The opposite effect can in turn be observed for shear force values obtained from samples frozen at −80 °C and thawed in the refrigerator. The lowest shear force was determined for a 5% gelatin coating with 20% glycerol. The highest value, which exceeded 45.586 ± 16.421 N, was measured on the uncoated sample.

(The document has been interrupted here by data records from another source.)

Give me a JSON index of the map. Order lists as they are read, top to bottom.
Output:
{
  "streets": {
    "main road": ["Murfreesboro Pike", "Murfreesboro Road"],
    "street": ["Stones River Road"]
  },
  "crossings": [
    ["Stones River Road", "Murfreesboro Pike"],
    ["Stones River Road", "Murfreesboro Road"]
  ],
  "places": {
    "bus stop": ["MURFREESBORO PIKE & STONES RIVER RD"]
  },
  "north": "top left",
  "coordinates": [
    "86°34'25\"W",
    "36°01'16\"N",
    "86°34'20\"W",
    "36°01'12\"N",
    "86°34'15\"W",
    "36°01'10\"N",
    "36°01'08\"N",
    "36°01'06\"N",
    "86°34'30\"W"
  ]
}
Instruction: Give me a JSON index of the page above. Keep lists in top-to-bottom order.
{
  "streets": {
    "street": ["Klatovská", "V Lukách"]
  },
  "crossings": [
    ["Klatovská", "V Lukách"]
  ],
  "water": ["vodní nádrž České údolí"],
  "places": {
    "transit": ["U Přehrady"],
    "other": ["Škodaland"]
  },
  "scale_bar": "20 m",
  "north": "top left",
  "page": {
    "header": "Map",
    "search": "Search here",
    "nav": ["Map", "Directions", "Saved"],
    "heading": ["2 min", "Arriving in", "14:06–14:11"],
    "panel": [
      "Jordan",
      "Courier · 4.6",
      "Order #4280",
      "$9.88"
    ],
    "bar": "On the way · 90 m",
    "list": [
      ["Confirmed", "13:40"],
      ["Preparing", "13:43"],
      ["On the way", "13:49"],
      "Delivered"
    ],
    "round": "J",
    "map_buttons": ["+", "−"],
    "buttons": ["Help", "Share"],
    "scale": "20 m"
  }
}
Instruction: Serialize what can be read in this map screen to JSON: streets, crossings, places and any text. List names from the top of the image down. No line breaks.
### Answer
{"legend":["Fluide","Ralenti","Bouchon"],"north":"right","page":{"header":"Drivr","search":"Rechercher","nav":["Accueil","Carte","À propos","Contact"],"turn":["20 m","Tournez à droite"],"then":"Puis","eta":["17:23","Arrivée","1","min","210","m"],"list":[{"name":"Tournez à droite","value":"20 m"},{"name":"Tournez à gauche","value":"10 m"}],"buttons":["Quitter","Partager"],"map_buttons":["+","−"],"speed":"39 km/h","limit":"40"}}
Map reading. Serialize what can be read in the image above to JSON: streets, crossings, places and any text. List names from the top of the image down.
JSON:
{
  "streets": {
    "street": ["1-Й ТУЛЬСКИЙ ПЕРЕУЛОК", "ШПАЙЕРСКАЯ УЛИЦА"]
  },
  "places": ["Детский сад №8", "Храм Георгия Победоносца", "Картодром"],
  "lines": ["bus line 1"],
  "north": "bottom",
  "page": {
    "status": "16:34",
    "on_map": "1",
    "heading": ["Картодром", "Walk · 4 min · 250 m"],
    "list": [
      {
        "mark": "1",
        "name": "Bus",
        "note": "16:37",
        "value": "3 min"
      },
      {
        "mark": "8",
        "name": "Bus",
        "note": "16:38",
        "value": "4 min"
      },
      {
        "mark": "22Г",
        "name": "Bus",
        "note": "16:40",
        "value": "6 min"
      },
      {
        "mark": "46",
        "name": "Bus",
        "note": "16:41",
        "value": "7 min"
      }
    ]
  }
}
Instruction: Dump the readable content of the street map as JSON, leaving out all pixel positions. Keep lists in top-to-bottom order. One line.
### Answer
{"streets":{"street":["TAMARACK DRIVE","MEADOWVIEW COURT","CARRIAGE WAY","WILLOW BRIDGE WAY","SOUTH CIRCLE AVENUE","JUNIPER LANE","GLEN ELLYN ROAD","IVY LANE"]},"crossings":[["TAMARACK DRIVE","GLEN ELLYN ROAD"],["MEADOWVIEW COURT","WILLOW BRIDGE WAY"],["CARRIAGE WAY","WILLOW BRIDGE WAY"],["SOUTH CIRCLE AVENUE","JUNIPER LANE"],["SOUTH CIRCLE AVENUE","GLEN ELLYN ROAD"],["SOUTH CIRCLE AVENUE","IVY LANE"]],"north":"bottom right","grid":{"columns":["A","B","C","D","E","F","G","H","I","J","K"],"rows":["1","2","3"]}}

The meat frozen at −18 °C, which was thawed in a microwave oven, showed approximately the same shear force values as in the previous case. The lowest value was again, as in the first case in the blank sample, i.e., in the steak, which was not coated with a gelatin coating. The highest WBSF was recorded for a coated sample with 5% gelatin and 20% glycerol.

The lowest shear force value of the samples, which were frozen at −80 °C and thawed in a microwave oven, was measured in meat with a 3% gelatin coating, in which there was less glycerol, namely 10%. The value that exceeded 51 N was the highest value not only in this method of freezing and thawing, but it was also the highest of all measurements. The values could be influenced by the nature of the meat, which means that the meat could contain more tenders in certain parts, and therefore, the measured sample could be harder than the other samples. From the obtained measurements, it cannot be unequivocally stated that the gelatin coatings influenced the shear force of the meat.

Table 6 shows the WBSF values for the coated (with addition of crosslinkers) and uncoated samples (0/0/0) and is divided according to the freezing temperature and the thawing method.

Table 6. Meat WBSF values ± SD [N] with crosslinked coating and without coating depending on the method of freezing and thawing.

Freezing/Thawing	Gelatin/Glycerol/Glutaraldehyde (%)
	8/10/1				0/0/0
−18 °C/R	21.50 ± 7.11	22.69 ± 8.41	23.61 ± 1.47	33.76 ± 11.05	24.98 ± 4.36
−80 °C/R	26.32 ± 7.61	20.77 ± 6.46	29.48 ± 12.79	25.98 ± 4.03	30.87 ± 8.34
−18 °C/MW	22.41 ± 3.46	23.40 ± 8.29	47.45 ± 20.28	25.10 ± 5.79	29.36 ± 4.48
−80 °C/MW	26.68 ± 11.01	37.29 ± 14.11	23.77 ± 5.60	28.69 ± 8.86	27.21 ± 7.39

R—refrigerator, MW—microwave oven.

Table 6. Meat WBSF values ± SD [N] with crosslinked coating and without coating depending on the method of freezing and thawing.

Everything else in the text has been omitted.